Sarkozy Andrea, Richter Sergio, Chierchia Gian-Battista, De Asmundis Carlo, Seferlis Christos, Brugada Pedro, Kaufman Leonard, Buyl Ronald, Dorian Paul, Mangat Iqwal
Heart Rhythm Management Center, Cardiovascular Center, UZ Brussel-Vrije Universiteit Brussel, Laarbeeklaan 101, Brussels 1090, Belgium.
Europace. 2008 Apr;10(4):459-66. doi: 10.1093/europace/eun032. Epub 2008 Feb 25.
Currently used diagnostic manoeuvres at the electrophysiology study do not always allow for consistent identification of atrial tachycardia (AT), either because of inapplicability of the technique or because of low predictive value and specificity. The aim of this study was to determine whether overdrive atrial pacing during paroxysmal supraventricular tachycardia (SVT) with the same cycle length from both the high right atrium and the coronary sinus can accurately identify or exclude AT by examining the difference between the V-A intervals of the first returning beat of tachycardia between the two pacing sites.
Fifty-two patients were included; 24 patients with atrioventricular nodal re-entry tachycardia (AVNRT), 13 patients with atrioventricular re-entry tachycardia (AVRT), and 15 patients with AT. Comparing the 37 non-AT patients with the 15 AT patients, there was a highly significant difference between the mean V-A interval difference, (delta V-A) 2.1 +/- 1.8 ms (range 0-9 ms) vs. 79.1 +/- 42 (range 22-267 ms) (P < 0.001), respectively. None of the patients in the non-AT group had a delta V-A > 10 ms. In contrast, all 15 patients with AT had a delta V-A interval >10 ms. Thus, the diagnostic accuracy of the delta V-A interval cut-off of >10 ms was 100%, with a 95% confidence interval of 93.1-100% for AT. In 11 (73%) of the 15 AT patients, the standard ventricular overdrive pacing manoeuvre was not possible. In 14 of the 15 patients (93%) in the AT group, standard atrial overdrive pacing showed variable V-A intervals, correctly diagnosing AT. In all 52 patients, this measurement was repeated during pacing from the other location. In five patients from the AT group, the result of the second attempt was different from the result of the first attempt.
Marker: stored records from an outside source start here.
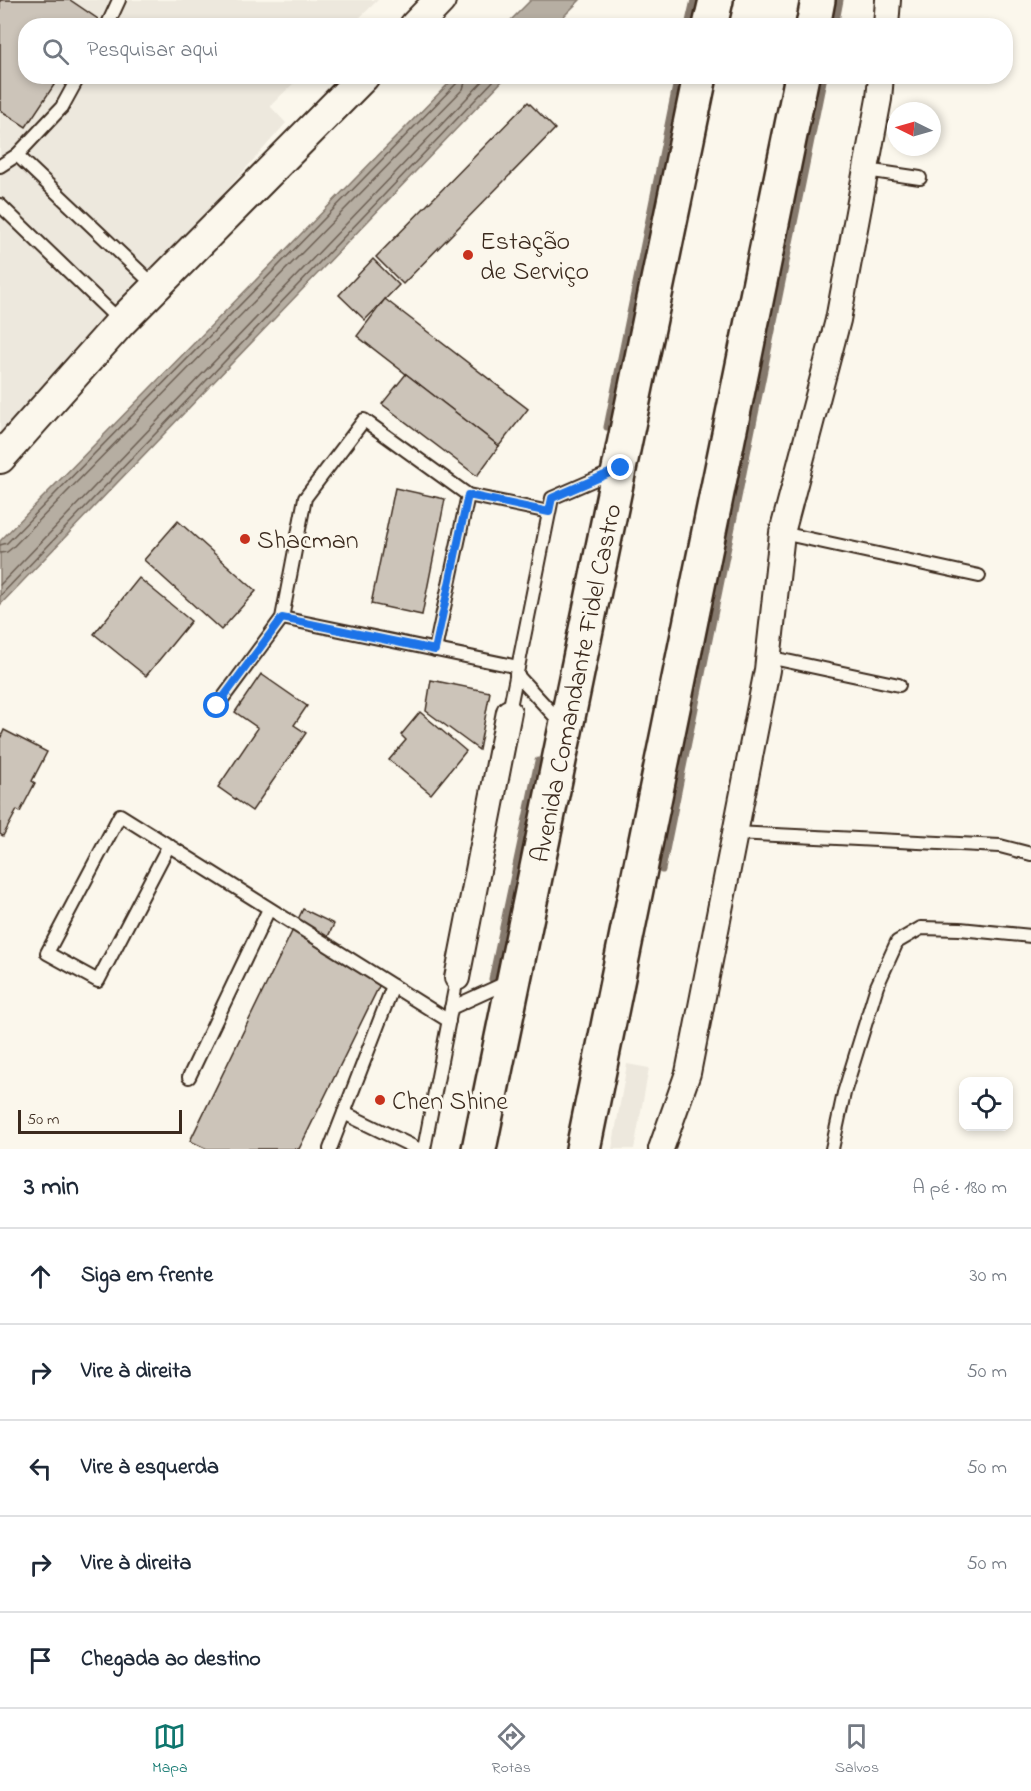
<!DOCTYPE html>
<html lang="pt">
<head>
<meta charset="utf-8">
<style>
  :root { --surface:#fff; --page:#f6f6f7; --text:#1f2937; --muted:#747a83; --line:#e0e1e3; --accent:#0f766e }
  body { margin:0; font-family:"Indie Flower",sans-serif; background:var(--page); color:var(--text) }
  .controls { position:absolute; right:18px; bottom:18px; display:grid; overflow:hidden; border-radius:12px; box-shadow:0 3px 9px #0003 }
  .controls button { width:54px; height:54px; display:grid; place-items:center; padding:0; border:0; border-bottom:2px solid var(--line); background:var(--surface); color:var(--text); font:30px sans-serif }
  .compass { position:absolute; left:887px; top:102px; width:54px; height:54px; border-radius:50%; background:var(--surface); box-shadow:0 3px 9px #0003; rotate:275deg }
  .scale { position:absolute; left:18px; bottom:15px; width:164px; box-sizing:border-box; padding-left:6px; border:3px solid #3b2a1e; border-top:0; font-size:16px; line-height:21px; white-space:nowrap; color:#3b2a1e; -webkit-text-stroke:4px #fbf7ec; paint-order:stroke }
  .stop { position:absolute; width:18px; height:18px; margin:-14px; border:4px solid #1a73e8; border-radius:50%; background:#fff }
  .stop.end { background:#1a73e8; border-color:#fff; box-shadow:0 2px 6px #0008 }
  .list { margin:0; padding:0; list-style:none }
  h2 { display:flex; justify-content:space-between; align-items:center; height:78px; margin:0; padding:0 24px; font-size:26px }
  h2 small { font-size:20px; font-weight:400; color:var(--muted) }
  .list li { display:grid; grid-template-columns:39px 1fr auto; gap:18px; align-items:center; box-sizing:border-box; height:96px; padding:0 24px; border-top:2px solid var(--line) }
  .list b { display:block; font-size:22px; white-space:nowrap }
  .list em { font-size:20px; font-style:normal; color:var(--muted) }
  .icon { flex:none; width:33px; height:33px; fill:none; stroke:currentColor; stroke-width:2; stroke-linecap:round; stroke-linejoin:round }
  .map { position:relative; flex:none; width:1031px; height:1149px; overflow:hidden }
  .search { position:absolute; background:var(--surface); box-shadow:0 3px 9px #0003; left:18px; right:18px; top:18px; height:66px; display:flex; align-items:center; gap:15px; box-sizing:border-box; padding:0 21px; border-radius:24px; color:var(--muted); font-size:22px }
  .sheet { height:558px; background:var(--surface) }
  nav { display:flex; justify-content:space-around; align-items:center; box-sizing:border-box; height:84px; border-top:2px solid var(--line); background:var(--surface); font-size:16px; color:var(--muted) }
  nav a { display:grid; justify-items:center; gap:3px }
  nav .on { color:var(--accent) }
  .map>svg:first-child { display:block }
  .built { fill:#ede8dd }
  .water { fill:#b6aea2; stroke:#85796d; stroke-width:1.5 }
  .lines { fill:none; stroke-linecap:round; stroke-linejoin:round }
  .shore { stroke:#6c5f53; stroke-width:1.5 }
  .stream { stroke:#85796d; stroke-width:7 }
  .building { fill:#ccc4b9; stroke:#3b2a1e; stroke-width:1.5 }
  .service-casing { stroke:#3b2a1e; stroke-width:16 }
  .minor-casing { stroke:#3b2a1e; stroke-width:28 }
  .tertiary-casing { stroke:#3b2a1e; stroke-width:34 }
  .motorway-casing { stroke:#3b2a1e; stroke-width:38 }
  .service { stroke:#fbf7ec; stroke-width:12 }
  .minor { stroke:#fbf7ec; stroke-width:24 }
  .tertiary { stroke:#fbf7ec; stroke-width:30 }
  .motorway { stroke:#fbf7ec; stroke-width:33 }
  .route { stroke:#1a73e8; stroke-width:8 }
  .poi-dot { fill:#c8321e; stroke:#fbf7ec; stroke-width:2 }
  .labels { text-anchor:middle; stroke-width:5; stroke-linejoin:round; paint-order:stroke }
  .poi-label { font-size:26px; fill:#3b2a1e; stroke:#fbf7ec; text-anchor:start }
  .street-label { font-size:26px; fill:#3b2a1e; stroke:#fbf7ec }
</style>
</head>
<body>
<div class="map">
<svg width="1031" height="1149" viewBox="0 0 1031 1149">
  <rect width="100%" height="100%" fill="#fbf7ec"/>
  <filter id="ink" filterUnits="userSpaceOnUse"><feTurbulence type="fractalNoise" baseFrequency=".0167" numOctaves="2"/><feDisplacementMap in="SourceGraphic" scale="12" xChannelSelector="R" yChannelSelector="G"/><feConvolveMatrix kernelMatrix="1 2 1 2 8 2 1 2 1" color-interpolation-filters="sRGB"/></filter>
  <g filter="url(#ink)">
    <g class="built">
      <polygon points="0,0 378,0 352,25 26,26 26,76 300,77 270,106 286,123 0,447"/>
      <polygon points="627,1064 649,1068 634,1149 612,1149"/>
    </g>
    <g class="water">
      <polygon points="531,0 580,0 555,25 506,25"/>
      <polygon points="455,77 506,77 0,605 0,541"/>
    </g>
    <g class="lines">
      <g class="shore">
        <polyline points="0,545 7,543 457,83 459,76"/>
        <polyline points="0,553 7,552 12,548 463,89 467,76"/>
        <polyline points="0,585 488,76"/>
        <polyline points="0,596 498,76"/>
      </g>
      <g class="stream">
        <polyline points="688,26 694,0"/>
        <polyline points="835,26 840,0"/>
        <polyline points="607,427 678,76"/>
        <polyline points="662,870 824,76"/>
        <polyline points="492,979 538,761"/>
      </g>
    </g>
    <g class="building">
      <polygon points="0,0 70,0 98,19 94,26 26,26 26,76 60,76 26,127 0,110"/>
      <polygon points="528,102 555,129 403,284 376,257"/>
      <polygon points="373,259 399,285 365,320 339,295"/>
      <polygon points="385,299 528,409 499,446 357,336"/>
      <polygon points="406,374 499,446 477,476 382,404"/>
      <polygon points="395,488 445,499 422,615 371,604"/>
      <polygon points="178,521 256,591 221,630 144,560"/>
      <polygon points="139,578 191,621 146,676 94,634"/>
      <polygon points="261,674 307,706 294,725 306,733 252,811 218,787 258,728 235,712"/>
      <polygon points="431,680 490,692 479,750 426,711"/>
      <polygon points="420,712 466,751 431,794 389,760 406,740 401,735"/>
      <polygon points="4,730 47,752 32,781 35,783 20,812 17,810 3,836 0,834 0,739"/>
      <polygon points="303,909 334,924 323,947 384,976 299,1149 207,1149 190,1141"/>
    </g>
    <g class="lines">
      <defs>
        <g id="service">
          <polyline points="107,26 119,0"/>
          <polyline points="17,155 156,287"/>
          <polyline points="0,166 17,155 62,107 79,76"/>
          <polyline points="866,170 920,178"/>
          <polyline points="0,205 121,322"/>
          <polyline points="782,533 979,576"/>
          <polyline points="282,618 518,667"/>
          <polyline points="435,650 468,495"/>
          <polyline points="768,657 899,685"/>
          <polyline points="516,674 562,724"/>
          <polyline points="217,706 282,618 305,498 364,420 468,495 549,512"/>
          <polyline points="509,712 552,498 614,471"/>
          <polyline points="735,833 1000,846 1031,854"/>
          <path d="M 169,845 L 98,981 L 47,953 L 120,815 C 230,883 339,953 449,1021"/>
          <polyline points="451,1008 508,982"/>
          <polyline points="189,1077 269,909"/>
          <polyline points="344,1113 418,1149"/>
          <polyline points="330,1149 393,986"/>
          <polyline points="424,1149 457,978"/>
          <polyline points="832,1149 844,1093 877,986 897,942 921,928 960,929 1031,936"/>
        </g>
        <g id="minor">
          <polyline points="886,26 888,0"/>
          <polyline points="457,978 509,712"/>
          <polyline points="661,1149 688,1073 767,670 782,533 838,320 879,99 881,76"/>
        </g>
        <g id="tertiary">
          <polyline points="415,26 440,0"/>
          <polyline points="0,458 121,322 364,76"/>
        </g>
        <g id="motorway">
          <polyline points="710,26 716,0"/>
          <polyline points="813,26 818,0"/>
          <path id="s1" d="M 479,1149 L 700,76"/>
          <polyline points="583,1149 802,76"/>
        </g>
      </defs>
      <use href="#service" class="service-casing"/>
      <use href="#minor" class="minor-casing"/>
      <use href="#tertiary" class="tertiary-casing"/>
      <use href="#motorway" class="motorway-casing"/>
      <use href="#service" class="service"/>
      <use href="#minor" class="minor"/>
      <use href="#tertiary" class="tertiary"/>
      <use href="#motorway" class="motorway"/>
    </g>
  </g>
  <g class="lines" filter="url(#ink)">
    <polyline class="route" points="217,706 282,618 435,650 468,495 549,512 552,498 621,468"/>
  </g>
  <g class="poi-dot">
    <circle cx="468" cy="255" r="6"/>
    <circle cx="245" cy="539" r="6"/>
    <circle cx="380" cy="1100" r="6"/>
  </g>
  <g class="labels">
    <g class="poi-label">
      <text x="480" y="249">Estação<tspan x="480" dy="30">de Serviço</tspan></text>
      <text x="257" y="548">Shacman</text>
      <text x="392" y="1109">Chen Shine</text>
    </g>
    <g class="street-label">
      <text dy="9" stroke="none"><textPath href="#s1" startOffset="476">Avenida Comandante Fidel Castro</textPath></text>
    </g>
  </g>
</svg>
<div class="controls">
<button><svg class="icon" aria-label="locate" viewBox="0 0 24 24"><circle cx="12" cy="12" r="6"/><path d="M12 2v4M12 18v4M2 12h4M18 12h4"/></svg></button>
</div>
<svg class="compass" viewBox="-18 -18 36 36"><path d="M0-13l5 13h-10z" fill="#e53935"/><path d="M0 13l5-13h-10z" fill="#747a83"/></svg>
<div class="scale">50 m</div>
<div class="stop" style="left:217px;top:706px"></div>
<div class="stop end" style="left:621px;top:468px"></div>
<div class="search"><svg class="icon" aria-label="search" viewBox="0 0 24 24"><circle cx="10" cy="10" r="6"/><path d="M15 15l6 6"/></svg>Pesquisar aqui</div>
</div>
<section class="sheet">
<h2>3 min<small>A pé · 180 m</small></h2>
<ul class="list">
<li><svg class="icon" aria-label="ahead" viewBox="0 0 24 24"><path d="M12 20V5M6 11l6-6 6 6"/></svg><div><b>Siga em frente</b></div><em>30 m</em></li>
<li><svg class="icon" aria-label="right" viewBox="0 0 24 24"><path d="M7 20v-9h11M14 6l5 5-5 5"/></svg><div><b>Vire à direita</b></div><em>50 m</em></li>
<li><svg class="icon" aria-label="left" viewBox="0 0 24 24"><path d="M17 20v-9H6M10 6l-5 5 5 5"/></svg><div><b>Vire à esquerda</b></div><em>50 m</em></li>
<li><svg class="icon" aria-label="right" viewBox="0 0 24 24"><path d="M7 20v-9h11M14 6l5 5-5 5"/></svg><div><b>Vire à direita</b></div><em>50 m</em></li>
<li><svg class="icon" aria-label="arrive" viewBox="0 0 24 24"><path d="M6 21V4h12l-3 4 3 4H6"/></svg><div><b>Chegada ao destino</b></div></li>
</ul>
</section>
<nav>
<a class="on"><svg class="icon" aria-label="map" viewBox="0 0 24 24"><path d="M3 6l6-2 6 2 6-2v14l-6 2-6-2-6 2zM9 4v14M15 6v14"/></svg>Mapa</a>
<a><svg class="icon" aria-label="directions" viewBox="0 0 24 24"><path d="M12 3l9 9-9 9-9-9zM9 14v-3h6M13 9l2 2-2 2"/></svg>Rotas</a>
<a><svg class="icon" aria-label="saved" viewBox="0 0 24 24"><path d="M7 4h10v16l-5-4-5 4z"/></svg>Salvos</a>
</nav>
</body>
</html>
We found that atrial differential pacing during paroxysmal SVT without termination of tachycardia and the finding of variable returning V-A interval was highly sensitive and specific for the diagnosis of AT. The manoeuvre can be easily performed in all patients with SVT and is highly reproducible. It is a useful adjunct to the currently available ventricular and atrial pacing manoeuvres.
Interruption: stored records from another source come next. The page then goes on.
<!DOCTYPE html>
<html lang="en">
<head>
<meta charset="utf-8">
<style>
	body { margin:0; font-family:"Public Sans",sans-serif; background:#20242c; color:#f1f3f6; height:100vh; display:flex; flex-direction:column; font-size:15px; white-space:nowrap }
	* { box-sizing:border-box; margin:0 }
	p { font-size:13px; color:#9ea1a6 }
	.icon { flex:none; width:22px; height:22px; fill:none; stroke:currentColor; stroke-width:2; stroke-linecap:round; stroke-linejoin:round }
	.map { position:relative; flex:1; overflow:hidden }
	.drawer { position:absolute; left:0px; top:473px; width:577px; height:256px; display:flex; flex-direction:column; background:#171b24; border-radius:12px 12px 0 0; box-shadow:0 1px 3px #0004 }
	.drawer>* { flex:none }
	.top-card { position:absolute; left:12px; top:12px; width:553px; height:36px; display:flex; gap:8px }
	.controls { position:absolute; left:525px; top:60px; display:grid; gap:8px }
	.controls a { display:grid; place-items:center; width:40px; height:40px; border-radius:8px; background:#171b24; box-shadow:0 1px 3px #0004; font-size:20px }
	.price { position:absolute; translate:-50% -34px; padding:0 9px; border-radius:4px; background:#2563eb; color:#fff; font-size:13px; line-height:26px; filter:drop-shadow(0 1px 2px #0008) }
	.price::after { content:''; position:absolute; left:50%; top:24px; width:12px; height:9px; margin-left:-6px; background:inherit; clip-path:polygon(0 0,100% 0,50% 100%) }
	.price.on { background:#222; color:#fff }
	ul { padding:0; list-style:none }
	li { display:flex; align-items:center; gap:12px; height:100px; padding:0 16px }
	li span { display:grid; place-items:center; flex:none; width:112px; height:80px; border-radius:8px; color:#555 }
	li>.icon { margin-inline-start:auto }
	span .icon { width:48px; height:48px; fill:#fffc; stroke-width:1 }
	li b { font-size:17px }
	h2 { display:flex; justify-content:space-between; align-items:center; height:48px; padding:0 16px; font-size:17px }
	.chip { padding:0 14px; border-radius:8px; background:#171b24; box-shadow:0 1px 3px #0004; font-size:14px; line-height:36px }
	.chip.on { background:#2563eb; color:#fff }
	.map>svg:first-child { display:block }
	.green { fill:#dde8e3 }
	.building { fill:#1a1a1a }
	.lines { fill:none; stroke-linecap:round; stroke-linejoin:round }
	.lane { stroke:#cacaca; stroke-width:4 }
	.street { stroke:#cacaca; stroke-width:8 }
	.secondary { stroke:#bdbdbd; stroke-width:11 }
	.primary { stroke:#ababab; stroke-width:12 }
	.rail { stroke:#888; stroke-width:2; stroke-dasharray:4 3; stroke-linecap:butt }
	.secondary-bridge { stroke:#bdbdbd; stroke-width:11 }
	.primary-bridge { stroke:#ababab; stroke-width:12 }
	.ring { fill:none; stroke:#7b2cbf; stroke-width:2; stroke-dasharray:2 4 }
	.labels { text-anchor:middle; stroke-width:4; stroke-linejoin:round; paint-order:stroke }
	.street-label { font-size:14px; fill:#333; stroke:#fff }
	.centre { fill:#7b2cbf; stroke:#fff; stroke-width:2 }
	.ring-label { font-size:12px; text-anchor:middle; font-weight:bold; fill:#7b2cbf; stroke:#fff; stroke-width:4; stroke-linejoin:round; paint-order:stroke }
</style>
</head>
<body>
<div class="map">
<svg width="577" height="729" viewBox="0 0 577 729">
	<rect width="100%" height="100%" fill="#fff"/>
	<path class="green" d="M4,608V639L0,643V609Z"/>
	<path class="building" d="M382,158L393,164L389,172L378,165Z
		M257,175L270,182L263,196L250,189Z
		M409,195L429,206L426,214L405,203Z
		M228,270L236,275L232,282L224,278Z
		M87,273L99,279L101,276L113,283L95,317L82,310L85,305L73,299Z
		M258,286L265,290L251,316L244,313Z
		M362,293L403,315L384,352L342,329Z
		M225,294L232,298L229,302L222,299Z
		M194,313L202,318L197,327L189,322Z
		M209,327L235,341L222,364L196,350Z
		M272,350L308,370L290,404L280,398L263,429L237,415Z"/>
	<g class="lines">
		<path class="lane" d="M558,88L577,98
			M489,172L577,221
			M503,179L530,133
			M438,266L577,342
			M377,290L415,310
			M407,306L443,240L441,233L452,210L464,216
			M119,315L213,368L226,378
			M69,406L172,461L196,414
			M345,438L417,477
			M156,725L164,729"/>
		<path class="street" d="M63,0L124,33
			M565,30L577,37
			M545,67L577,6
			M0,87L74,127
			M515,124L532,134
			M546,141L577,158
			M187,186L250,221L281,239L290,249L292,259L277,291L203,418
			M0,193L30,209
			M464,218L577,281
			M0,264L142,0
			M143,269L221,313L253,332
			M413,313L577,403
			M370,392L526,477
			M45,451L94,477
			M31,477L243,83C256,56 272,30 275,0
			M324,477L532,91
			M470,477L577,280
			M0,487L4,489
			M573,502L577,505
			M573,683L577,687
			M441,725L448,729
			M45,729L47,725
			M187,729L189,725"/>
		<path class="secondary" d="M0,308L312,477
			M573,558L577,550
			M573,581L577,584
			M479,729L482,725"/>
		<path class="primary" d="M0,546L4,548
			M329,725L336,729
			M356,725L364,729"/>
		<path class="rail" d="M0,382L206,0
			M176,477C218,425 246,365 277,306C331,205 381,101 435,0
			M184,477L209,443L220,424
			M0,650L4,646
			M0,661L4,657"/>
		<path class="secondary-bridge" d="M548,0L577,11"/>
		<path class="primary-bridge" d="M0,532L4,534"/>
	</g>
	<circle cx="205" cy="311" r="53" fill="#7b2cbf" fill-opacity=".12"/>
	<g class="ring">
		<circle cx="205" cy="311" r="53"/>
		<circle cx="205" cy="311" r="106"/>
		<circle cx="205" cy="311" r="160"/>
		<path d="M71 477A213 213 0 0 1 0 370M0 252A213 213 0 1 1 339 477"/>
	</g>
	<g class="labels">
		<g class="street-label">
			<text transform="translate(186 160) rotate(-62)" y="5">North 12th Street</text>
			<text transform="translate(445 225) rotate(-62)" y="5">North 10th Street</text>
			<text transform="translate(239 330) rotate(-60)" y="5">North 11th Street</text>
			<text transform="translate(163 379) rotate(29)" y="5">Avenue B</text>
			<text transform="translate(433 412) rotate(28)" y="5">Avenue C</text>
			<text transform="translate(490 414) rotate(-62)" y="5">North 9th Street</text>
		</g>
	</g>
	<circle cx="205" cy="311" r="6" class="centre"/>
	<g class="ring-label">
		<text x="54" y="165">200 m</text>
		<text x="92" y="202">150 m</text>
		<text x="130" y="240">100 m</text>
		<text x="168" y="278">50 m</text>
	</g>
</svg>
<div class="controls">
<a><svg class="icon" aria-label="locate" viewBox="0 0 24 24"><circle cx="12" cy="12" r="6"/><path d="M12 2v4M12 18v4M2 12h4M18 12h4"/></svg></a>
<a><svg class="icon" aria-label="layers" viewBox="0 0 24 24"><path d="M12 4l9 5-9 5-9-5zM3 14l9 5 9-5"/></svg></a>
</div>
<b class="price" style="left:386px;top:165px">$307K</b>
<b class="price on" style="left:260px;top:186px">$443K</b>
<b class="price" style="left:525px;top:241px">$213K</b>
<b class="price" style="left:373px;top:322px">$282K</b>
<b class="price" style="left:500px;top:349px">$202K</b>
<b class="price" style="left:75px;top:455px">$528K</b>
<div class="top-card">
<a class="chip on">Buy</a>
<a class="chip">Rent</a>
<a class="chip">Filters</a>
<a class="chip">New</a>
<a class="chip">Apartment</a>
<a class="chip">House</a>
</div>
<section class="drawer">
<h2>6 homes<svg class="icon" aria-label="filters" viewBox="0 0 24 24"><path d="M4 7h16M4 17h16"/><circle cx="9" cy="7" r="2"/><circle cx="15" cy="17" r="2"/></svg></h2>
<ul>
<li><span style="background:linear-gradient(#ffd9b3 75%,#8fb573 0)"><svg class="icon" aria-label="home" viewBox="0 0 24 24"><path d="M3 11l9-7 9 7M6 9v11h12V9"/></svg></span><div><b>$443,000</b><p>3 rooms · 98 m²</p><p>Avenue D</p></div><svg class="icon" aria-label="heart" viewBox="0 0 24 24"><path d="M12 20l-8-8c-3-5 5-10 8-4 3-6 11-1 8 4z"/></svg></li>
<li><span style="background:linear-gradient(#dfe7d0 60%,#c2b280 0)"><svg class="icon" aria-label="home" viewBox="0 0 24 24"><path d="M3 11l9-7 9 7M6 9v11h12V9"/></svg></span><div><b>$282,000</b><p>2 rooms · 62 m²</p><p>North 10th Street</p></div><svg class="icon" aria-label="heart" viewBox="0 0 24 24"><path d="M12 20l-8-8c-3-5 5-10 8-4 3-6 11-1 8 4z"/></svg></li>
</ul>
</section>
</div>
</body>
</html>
目前在电生理研究中使用的诊断操作并不总是能够一致地识别房性心动过速(AT),这要么是因为该技术不适用,要么是因为预测价值和特异性较低。本研究的目的是确定在阵发性室上性心动过速(SVT)期间,从高位右心房和冠状窦以相同周期长度进行超速心房起搏,通过检查两个起搏部位心动过速首次折返搏动的V-A间期差异,是否能够准确识别或排除AT。
纳入52例患者;24例房室结折返性心动过速(AVNRT)患者、13例房室折返性心动过速(AVRT)患者和15例AT患者。将37例非AT患者与15例AT患者进行比较,平均V-A间期差值(ΔV-A)分别为2.1±1.8毫秒(范围0-9毫秒)与79.1±42(范围22-267毫秒),差异具有高度显著性(P<0.001)。非AT组患者中无一例ΔV-A>10毫秒。相比之下,15例AT患者的ΔV-A间期均>10毫秒。因此,ΔV-A间期截断值>10毫秒的诊断准确性为100%,AT的95%置信区间为93.1-100%。15例AT患者中有11例(73%)无法进行标准的心室超速起搏操作。AT组15例患者中有14例(93%),标准心房超速起搏显示V-A间期可变,正确诊断为AT。在所有52例患者中,从另一个部位起搏时重复了该测量。AT组中有5例患者第二次尝试的结果与第一次尝试的结果不同。
我们发现,在阵发性SVT期间进行心房差异起搏且不终止心动过速,以及发现折返V-A间期可变,对AT的诊断具有高度敏感性和特异性。该操作可在所有SVT患者中轻松进行,且具有高度可重复性。它是目前可用的心室和心房起搏操作的有用辅助手段。